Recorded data
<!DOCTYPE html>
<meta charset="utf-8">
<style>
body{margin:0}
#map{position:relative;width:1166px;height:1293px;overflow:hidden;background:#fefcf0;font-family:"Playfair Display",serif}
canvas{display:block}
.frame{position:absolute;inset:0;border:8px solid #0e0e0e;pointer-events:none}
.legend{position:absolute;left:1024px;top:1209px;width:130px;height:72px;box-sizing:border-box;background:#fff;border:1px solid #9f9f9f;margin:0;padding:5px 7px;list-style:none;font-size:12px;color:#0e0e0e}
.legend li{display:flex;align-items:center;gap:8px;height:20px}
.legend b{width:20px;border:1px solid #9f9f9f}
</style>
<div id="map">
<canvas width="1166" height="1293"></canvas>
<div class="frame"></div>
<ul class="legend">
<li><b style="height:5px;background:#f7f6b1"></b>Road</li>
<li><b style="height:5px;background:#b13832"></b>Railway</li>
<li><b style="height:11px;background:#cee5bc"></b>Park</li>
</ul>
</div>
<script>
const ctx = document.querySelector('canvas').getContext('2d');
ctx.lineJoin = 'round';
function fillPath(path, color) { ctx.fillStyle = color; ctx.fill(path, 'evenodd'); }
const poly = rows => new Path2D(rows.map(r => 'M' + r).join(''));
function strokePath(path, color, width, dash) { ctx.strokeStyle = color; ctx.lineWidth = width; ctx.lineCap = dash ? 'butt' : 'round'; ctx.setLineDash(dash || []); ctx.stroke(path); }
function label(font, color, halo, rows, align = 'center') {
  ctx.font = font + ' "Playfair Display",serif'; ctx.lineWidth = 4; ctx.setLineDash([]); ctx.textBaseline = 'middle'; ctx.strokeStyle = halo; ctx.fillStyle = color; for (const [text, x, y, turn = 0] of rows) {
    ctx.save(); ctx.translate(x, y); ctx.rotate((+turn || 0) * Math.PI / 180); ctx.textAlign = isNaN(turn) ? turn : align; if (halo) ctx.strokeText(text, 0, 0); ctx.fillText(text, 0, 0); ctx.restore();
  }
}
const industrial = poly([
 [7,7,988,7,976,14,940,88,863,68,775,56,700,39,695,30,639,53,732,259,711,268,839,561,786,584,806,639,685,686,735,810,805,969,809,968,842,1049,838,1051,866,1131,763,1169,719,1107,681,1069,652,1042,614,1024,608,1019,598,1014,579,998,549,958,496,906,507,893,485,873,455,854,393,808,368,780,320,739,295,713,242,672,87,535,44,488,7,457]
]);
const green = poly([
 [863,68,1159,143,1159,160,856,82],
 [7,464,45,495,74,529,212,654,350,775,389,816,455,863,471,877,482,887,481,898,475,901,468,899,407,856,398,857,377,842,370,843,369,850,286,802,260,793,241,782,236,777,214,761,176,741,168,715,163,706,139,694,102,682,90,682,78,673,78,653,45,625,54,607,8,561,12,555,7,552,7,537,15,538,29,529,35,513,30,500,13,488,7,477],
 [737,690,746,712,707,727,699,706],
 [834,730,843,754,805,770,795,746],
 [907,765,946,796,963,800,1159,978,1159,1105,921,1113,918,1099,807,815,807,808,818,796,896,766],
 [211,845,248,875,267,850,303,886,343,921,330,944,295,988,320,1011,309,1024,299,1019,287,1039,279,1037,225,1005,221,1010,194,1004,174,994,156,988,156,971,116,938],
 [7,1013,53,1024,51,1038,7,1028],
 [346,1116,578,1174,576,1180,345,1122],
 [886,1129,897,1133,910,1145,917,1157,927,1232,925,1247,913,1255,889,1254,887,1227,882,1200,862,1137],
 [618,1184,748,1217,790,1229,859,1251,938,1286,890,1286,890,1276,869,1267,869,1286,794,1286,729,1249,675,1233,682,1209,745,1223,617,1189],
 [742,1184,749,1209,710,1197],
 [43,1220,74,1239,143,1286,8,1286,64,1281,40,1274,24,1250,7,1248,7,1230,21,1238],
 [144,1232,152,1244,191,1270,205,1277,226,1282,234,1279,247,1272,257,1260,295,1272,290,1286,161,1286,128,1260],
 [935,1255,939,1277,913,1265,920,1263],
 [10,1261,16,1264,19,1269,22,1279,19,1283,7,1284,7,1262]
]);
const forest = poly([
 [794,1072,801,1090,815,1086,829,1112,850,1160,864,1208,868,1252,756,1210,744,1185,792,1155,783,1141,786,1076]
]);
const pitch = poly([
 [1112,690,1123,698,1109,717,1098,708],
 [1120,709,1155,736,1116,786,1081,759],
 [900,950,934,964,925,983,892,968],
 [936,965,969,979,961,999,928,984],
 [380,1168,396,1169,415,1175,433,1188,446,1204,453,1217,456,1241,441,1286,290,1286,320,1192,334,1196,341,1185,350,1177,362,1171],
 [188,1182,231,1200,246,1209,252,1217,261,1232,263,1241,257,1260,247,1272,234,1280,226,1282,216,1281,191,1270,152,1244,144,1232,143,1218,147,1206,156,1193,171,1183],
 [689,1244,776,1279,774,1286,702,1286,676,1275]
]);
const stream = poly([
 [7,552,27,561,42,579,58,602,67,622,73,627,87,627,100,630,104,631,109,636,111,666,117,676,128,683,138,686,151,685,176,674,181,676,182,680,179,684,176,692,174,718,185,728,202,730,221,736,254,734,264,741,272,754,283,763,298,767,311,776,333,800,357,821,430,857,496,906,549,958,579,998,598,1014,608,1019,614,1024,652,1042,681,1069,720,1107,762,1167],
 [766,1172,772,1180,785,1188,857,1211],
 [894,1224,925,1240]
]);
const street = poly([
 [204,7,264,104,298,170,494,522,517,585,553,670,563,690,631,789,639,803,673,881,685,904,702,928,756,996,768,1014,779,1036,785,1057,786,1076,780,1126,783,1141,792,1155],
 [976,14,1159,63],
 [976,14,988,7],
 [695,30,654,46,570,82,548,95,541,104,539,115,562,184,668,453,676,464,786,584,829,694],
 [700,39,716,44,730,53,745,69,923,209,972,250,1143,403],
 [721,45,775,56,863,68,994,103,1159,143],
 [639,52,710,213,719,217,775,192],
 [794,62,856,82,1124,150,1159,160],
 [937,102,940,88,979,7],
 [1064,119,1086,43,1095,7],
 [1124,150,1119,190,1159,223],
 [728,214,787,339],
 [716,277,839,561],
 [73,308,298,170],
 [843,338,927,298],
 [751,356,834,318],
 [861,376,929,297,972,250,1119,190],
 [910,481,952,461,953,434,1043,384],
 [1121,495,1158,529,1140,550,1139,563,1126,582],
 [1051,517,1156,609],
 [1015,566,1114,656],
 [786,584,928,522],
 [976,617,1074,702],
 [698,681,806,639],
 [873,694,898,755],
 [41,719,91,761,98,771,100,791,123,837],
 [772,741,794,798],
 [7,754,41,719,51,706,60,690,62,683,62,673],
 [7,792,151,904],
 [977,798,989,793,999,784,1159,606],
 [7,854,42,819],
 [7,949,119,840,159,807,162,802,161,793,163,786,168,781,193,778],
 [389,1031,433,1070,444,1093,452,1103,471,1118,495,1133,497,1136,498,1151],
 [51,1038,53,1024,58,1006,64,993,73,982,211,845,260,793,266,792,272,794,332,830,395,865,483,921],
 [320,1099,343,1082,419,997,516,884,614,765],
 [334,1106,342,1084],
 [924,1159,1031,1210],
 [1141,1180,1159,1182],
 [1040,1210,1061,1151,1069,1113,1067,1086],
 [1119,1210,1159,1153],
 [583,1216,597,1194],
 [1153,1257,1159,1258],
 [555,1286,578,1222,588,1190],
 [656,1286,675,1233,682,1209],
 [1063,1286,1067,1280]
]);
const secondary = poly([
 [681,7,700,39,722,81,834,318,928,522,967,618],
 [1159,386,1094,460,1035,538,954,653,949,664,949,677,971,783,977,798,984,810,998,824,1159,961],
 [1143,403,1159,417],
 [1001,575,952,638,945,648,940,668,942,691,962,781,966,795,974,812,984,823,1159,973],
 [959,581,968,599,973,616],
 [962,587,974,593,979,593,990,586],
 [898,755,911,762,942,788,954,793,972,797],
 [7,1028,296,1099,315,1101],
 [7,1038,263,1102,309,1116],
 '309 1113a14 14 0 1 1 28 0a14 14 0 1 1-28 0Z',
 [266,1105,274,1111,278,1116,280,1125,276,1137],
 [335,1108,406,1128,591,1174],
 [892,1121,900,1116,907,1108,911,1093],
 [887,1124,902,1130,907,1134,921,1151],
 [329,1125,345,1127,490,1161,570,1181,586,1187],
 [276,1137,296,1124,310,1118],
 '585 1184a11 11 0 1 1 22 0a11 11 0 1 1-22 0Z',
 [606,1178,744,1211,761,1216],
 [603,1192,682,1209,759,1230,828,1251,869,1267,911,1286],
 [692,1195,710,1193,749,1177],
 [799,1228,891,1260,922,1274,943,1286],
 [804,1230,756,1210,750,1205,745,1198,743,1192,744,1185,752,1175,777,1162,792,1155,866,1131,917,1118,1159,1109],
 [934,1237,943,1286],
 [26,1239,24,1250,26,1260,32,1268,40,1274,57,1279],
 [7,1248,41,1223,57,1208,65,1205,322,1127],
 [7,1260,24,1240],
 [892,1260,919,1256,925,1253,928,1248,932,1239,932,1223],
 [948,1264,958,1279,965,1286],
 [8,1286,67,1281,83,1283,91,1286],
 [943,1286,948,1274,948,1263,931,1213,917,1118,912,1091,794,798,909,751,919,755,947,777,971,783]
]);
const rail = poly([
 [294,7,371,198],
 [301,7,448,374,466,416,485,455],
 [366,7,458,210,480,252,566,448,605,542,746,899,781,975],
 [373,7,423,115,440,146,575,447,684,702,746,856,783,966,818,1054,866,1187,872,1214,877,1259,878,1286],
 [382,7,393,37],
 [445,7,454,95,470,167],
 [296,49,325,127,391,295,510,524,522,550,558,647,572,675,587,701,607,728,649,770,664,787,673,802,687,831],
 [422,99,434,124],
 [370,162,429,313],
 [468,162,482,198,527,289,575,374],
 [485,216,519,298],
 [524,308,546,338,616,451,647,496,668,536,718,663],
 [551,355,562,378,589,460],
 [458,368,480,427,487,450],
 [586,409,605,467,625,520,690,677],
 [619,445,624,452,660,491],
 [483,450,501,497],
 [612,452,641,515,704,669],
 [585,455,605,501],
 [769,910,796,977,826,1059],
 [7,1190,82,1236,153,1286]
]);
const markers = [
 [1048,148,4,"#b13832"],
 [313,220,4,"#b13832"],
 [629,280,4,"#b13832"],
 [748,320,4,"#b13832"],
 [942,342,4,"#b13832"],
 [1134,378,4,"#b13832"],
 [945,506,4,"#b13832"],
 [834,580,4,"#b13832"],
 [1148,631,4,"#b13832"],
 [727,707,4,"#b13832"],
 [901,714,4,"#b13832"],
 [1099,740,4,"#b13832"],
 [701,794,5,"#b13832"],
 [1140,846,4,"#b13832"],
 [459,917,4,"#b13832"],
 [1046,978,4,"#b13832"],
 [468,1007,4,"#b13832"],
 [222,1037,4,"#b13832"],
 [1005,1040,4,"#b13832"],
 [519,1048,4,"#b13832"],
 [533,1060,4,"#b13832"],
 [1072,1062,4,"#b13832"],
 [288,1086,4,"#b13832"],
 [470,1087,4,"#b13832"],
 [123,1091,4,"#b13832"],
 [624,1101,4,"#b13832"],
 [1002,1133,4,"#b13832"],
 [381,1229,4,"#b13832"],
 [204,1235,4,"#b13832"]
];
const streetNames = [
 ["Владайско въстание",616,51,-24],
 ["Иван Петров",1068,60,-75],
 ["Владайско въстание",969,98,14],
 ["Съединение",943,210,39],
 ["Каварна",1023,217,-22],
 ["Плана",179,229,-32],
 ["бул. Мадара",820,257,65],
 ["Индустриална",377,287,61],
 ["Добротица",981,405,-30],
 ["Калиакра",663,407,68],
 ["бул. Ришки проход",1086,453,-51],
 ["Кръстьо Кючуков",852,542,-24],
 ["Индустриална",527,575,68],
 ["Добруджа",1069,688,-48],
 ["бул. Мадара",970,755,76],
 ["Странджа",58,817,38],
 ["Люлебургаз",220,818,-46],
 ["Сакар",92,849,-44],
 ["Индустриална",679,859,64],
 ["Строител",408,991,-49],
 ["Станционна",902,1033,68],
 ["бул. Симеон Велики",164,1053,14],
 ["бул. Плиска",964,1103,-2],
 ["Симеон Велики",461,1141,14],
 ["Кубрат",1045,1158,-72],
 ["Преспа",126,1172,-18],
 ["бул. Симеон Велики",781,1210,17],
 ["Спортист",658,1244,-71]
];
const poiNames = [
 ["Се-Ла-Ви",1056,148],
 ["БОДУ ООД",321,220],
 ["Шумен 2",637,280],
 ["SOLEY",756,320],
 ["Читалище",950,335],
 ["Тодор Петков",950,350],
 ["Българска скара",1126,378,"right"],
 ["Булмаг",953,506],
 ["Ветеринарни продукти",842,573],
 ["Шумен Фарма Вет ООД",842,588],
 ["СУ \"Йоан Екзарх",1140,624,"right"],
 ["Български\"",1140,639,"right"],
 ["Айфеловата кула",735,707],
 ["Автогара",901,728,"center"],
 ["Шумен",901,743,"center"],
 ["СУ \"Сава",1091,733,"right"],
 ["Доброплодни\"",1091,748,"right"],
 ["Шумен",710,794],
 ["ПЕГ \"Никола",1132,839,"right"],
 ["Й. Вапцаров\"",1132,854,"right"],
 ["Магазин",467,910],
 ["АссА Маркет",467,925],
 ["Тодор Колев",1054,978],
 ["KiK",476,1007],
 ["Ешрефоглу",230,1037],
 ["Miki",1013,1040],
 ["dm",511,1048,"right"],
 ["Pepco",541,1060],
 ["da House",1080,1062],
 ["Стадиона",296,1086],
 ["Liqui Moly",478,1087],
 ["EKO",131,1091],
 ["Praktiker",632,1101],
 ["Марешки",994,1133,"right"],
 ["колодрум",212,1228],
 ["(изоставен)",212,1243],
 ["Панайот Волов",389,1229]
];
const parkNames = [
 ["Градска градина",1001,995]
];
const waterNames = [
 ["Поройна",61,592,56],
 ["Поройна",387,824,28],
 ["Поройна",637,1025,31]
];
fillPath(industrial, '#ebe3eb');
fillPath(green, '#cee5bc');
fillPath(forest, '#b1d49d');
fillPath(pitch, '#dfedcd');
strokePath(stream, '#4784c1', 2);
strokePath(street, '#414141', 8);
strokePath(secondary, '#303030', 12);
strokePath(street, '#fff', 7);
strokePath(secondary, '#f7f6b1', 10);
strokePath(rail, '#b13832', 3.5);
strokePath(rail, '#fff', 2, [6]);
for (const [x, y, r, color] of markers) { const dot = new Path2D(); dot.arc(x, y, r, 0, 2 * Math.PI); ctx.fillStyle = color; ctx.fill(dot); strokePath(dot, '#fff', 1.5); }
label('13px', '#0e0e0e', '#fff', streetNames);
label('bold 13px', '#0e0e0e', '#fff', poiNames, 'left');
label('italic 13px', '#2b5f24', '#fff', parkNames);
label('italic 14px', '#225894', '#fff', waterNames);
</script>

What is expected
Look through the entries above, and wherever a line holds the word "setLineDash", copy it.

Solution below
function strokePath(path, color, width, dash) { ctx.strokeStyle = color; ctx.lineWidth = width; ctx.lineCap = dash ? 'butt' : 'round'; ctx.setLineDash(dash || []); ctx.stroke(path); }
  ctx.font = font + ' "Playfair Display",serif'; ctx.lineWidth = 4; ctx.setLineDash([]); ctx.textBaseline = 'middle'; ctx.strokeStyle = halo; ctx.fillStyle = color; for (const [text, x, y, turn = 0] of rows) {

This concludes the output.